9 Tenn. App. 101 | Tenn. Ct. App. | 1928
The insistence is made that complainant Wade was not the owner or holder of the rent note sued on and had no right to institute this suit. It appears that on November 15, 1926, Wade borrowed of the Citizens Bank of Pulaski the sum of $1450 and pledged this rent note for $1700 as security therefor; that on February 18, 1927, the sum of $209.89 was paid by Long by check to Vaughn and two of his subtenants, delivered to the bank, and this amount was credited on each of these notes; that on March 11, 1927, when the original bill was filed, the Citizens Bank, the pledgee of the rent note had refused to bring suit thereon, but had delivered the rent note to the solicitor for Wade for the collection at the request of Wade in order that suit might be brought in his name; that the bank did not part with its rights in the rent note as pledged but expected Wade's attorney to collect the amount due on the note and apply it to the satisfaction of the note held by the bank. The weight of the evidence shows that the bank expressly authorized Wade or his attorney to bring suit upon the note, if necessary, to collect the amount due thereon.

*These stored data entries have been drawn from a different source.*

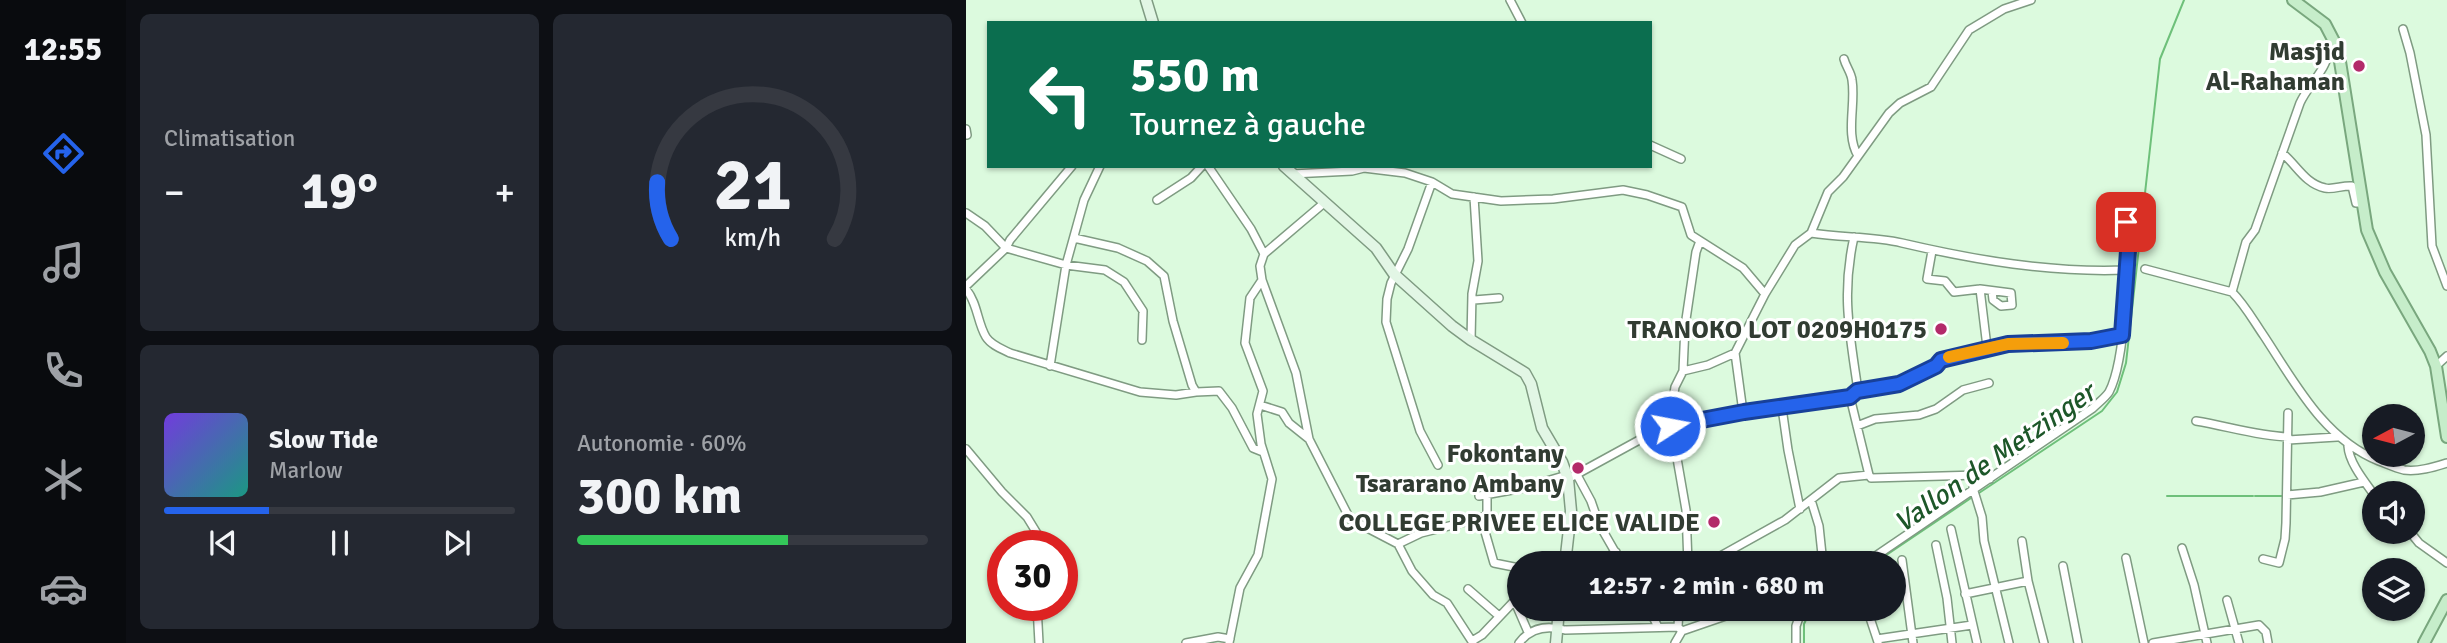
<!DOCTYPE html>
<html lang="fr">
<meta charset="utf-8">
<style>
body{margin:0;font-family:Signika,sans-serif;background:#242831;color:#f1f3f6;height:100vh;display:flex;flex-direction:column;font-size:26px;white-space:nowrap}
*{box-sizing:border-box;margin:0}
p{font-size:23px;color:#9ea1a6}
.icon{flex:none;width:38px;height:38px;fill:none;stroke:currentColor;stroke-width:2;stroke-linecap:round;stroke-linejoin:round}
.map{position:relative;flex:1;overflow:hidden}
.drawer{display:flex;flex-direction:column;gap:14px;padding:14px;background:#0d0f14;width:840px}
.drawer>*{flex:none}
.hud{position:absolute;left:21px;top:21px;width:665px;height:147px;border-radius:0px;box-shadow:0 2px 5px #0004;background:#0b6e4f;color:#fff;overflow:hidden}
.needle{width:46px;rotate:263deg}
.fabs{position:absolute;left:1396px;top:404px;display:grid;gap:14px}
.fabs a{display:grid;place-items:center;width:63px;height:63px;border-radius:50%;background:#171b24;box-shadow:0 2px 5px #0004;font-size:35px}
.speed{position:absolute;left:21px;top:530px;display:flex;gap:14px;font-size:35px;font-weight:700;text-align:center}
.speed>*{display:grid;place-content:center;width:91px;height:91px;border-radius:50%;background:#171b24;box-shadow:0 2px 5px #0004;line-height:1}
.speed .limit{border:10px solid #d22;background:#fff;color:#111}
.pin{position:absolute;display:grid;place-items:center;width:60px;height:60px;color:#fff;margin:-30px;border-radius:14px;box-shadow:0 4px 10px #0006}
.me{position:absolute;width:77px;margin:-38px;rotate:79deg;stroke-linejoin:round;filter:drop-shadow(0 0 5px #0008)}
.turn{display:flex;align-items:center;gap:24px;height:147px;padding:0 28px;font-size:32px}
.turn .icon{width:91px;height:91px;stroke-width:2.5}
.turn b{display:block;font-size:49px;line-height:60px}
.big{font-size:52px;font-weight:800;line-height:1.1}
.drawer .tile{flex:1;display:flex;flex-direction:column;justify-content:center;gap:10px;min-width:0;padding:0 24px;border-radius:10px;background:#242831}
.drawer .dial{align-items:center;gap:0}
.dial svg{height:182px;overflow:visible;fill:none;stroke:#363941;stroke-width:7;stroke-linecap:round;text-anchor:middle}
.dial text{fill:#f1f3f6;stroke:none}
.song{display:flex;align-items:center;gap:21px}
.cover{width:84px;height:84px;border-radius:10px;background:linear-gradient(135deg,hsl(260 70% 55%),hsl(170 70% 35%))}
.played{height:7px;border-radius:4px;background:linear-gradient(90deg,#2563eb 30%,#363941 30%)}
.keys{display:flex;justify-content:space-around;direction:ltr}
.heat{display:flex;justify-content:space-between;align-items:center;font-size:38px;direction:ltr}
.charge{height:10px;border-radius:5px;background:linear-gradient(90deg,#34c759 60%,#363941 0)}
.drawer .tiles{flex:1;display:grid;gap:14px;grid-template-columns:repeat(2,1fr)}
.trip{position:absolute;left:541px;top:551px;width:399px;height:70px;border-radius:35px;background:#171b24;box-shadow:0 2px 5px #0004;font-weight:800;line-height:70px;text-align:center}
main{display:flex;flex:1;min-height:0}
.tab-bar{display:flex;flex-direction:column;width:126px;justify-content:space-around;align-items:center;background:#090b0e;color:#9ea1a6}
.tab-bar .icon{width:49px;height:49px}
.tab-bar .active{color:#2563eb}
.tab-bar b{font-size:32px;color:#f1f3f6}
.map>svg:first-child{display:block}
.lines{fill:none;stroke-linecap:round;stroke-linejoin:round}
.stream{stroke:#6ec07a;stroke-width:2}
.street-casing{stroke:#7f9b82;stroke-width:10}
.secondary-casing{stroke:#7f9b82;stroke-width:13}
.primary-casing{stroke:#79a77e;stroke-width:14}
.street{stroke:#fff;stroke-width:7}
.secondary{stroke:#e2f6e5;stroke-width:10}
.primary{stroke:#c6edca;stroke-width:10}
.route-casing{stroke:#184099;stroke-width:18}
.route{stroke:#2563eb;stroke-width:12}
.slow{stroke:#f59e0b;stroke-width:12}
.poi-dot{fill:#b32a6a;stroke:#fff;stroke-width:2.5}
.labels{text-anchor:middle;stroke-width:6;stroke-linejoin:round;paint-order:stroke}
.poi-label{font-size:26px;font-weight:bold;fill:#313c32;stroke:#fff;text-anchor:end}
.water-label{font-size:28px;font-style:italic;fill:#1d5729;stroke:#fff}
</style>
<main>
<nav class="tab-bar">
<b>12:55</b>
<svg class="icon active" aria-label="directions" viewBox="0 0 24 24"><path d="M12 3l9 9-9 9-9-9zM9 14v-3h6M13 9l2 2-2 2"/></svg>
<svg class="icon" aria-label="music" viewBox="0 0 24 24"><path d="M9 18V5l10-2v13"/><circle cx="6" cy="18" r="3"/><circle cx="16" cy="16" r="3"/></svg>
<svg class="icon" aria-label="phone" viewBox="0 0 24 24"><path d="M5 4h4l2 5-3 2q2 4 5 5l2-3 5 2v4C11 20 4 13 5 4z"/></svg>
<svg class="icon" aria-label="climate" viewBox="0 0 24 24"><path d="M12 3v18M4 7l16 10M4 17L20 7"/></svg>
<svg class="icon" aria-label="car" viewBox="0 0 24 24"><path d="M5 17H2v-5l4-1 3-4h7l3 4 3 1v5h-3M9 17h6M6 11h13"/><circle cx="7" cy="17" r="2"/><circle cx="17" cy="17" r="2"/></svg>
</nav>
<section class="drawer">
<div class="tiles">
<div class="tile"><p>Climatisation</p>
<div class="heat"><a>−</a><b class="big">19°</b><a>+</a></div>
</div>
<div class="tile dial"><svg viewBox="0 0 100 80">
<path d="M14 69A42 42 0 1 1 86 69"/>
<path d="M14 69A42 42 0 0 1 8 44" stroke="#2563eb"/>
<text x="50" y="56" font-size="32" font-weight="700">21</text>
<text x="50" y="72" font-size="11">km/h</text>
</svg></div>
<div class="tile">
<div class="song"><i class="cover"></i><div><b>Slow Tide</b><p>Marlow</p></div></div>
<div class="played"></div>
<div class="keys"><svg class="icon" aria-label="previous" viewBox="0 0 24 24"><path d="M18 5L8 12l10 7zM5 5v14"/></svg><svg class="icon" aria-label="pause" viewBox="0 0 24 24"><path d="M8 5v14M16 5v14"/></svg><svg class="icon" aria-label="next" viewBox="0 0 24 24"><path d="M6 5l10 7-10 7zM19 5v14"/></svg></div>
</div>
<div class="tile"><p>Autonomie · 60%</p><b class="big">300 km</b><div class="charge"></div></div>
</div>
</section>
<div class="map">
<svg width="1481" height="643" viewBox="0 0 1481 643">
<rect width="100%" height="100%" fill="#dcfade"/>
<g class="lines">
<path class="stream" d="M1013,493L1136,411L1151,392L1160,363L1194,59L1218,0
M1201,496H1287
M1289,496H1318
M907,564L1008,496
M838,643V624L845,609"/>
<g class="street-casing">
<path id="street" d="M544,0L556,23
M1437,29L1444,53L1460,135L1466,246L1481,286
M1371,44C1362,50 1362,60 1356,69C1349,81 1340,90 1334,103L1289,230L1280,242L1266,292C1279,305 1287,320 1298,336C1329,383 1358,439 1413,461C1421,464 1430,468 1438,470C1452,472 1468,467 1481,463
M878,59C880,67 885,72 886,80C890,105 879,134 892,156
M0,129L1,135
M684,145L715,159
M1316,153C1330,164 1339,184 1359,188C1367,190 1377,185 1386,186L1390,203H1396
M242,166L285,229L298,254
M326,174L386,171L398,168L439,173L466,182L486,194L535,201L587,199L657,190L681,195L716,207L725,235L777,268L799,294
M466,182L442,249L425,283L421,299L420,322L454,431L472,465
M191,200L225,178L236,166
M358,203L298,254L294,266L296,280L330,373L343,439L384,519L432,544L446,571L467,595L481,603L507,643
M0,213L19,226L40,248L100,265L139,270L158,282L177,311L176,340
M845,233L862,192L877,177L923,113L934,103L965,87L1003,30L1038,9L1065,0
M888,237C875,295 884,334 892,391
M108,238L152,248L181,261L198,276L207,321L226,385L230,392L253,391L266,408L287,448L297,452
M966,251L961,279L979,281L988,292L1014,289L1045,293L1046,305L1035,306L1027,300L1026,291
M1179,269L1266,292
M0,286L40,248L44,240L106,166
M0,289C12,304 11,322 20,337C25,345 36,349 44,353L174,392L210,395L230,392
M1014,289L1021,347
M508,300L533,298
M505,340L506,294L512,261L508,197
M84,366L100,265L118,200L134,166
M1470,366L1481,356
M717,371L742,365L769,353
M884,397L903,475
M294,405L316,412L323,423L343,439
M816,408L822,450L834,509
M777,412L769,353L799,294L829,245L845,233C875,238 907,236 936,243C1009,260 1085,273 1160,270
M1230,421C1261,426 1291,436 1322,437
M891,426L909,419L953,415L970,409L997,390L1023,383
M1322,440L1371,437
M1382,446C1383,463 1399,482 1409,496
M0,449L36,492L61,517L72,535L71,546
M611,475L625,501L633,524L656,564
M602,479L686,433L704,426L777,412L884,397L892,391L933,385L970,366L975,360L1042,344L1125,341L1155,335
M1007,488L1016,517L1018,541L1043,643
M1321,495L1354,492L1398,482
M513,496L557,488L601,475
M845,500L853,526L857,564
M515,518L528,563L553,568
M985,529L1011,643
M1444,532L1453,543L1481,563
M1056,541L1062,581L1078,643
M432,544L455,533L515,518L521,514V495
M970,545L981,598L986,643
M1216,548L1228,585L1241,643
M1160,558L1178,643
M1297,559L1313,563L1319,539L1320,523L1322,413
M936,560L947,643
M629,564L650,552
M722,564L720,510L704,418L709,387L717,371L719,326L730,252L734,241
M740,564L819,520L873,478L903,475L905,478L1012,475L1024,479
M898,564L1127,408C1132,403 1139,398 1143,392C1160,360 1163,260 1160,222
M1097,566L1112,643
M502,589L533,616
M999,594L1062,581
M1261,600L1273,643
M549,602L562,632
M71,606L73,643
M683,609L692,627
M901,609L912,642
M592,613L625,616
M716,631L780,609
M911,639L1006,625
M506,641L516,635L553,596
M220,643L252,637L264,639
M263,643L274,588L292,555L306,479L295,444L291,414L297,391L279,343L284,298L296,280
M553,643C565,627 581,625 599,630L712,627
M709,643L716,631L712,627L713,609
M830,643V626L836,609
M1187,643L1293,625L1300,632L1302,643"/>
</g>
<g class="secondary-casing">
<path id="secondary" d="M180,0L187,23
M318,166L410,248L428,274L486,326L505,340L559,373L565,384L576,428L596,462L602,479L605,511L599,564
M590,643L593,609"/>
</g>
<g class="primary-casing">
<path id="primary" d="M1327,0L1359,24L1372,49L1401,230L1419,272L1464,351L1470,366L1481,437
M1458,643L1481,600"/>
</g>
<use href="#street" class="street"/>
<use href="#secondary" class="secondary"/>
<use href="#primary" class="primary"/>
</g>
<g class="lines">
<g class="route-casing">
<path id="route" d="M704,426L778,412L884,397L891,391L933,384L970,366L975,360L1042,344L1125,341L1156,335L1162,251L1160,222"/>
</g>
<use href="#route" class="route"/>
<path class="slow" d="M983,357L1042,344L1097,343"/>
</g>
<g class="poi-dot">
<circle cx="1393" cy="66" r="7"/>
<circle cx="975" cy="329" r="7"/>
<circle cx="612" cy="468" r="7"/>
<circle cx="748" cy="522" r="7"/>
</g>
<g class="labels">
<g class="poi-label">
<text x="1379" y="60">Masjid<tspan x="1379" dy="30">Al-Rahaman</tspan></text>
<text x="961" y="338">TRANOKO LOT 0209H0175</text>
<text x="598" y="462">Fokontany<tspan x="598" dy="30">Tsararano Ambany</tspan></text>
<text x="734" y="531">COLLEGE PRIVEE ELICE VALIDE</text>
</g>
<g class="water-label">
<text transform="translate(1028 457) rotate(-35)" y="10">Vallon de Metzinger</text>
</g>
</g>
</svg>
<div class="fabs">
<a><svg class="needle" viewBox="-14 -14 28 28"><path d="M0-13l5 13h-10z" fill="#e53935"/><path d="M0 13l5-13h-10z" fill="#9ea1a6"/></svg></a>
<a><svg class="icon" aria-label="sound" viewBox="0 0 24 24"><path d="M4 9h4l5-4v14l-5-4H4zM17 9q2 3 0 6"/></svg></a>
<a><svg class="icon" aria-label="layers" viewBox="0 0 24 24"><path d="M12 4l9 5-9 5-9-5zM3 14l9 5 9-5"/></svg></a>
</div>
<div class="speed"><div class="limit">30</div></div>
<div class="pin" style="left:1160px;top:222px;background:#d93025"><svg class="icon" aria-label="arrive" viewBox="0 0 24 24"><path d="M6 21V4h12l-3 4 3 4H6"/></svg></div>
<svg class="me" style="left:704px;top:426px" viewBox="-20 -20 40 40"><circle r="17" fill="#2563eb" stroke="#fff" stroke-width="3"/><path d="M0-11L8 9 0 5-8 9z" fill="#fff"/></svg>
<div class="trip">12:57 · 2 min · 680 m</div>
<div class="hud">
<div class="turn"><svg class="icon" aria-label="left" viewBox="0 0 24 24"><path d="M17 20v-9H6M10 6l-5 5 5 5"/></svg><div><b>550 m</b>Tournez à gauche</div></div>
</div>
</div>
</main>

This transaction, as a matter of law, enabled Wade to sue on the rent note as the holder within the meaning of section 51 of *103 chapter 94 of the Acts of 1899, Shannon's Code, sec. 3516a59, which is as follows:
"The holder of a negotiable instrument may sue thereon in his own name; and payment to him in due course discharges the instrument."
The bank, as pledgee, parted with possession of the note and constituted Wade its agent, or trustee, for the purpose of collection and to bring suit to that end, if necessary. The rule is that such an agent or trustee having possession may sue on the note in his own name. The duty to account for the proceeds is a matter between him and the beneficial owner. 3 R.C.L., 993; 31 Cyc., 829; 8 C.J., 820; Brannon's Negotiable Instruments Law (4 Ed.), page 352, and cases there cited; Lowell v. Bickford,
But complainant Wade had also a beneficial interest in the note sued on, not only to the extent of the amount above the bank's note, but also because of his liability as endorser upon the note sued on.
Faw, P.J., and Crownover, J., concur.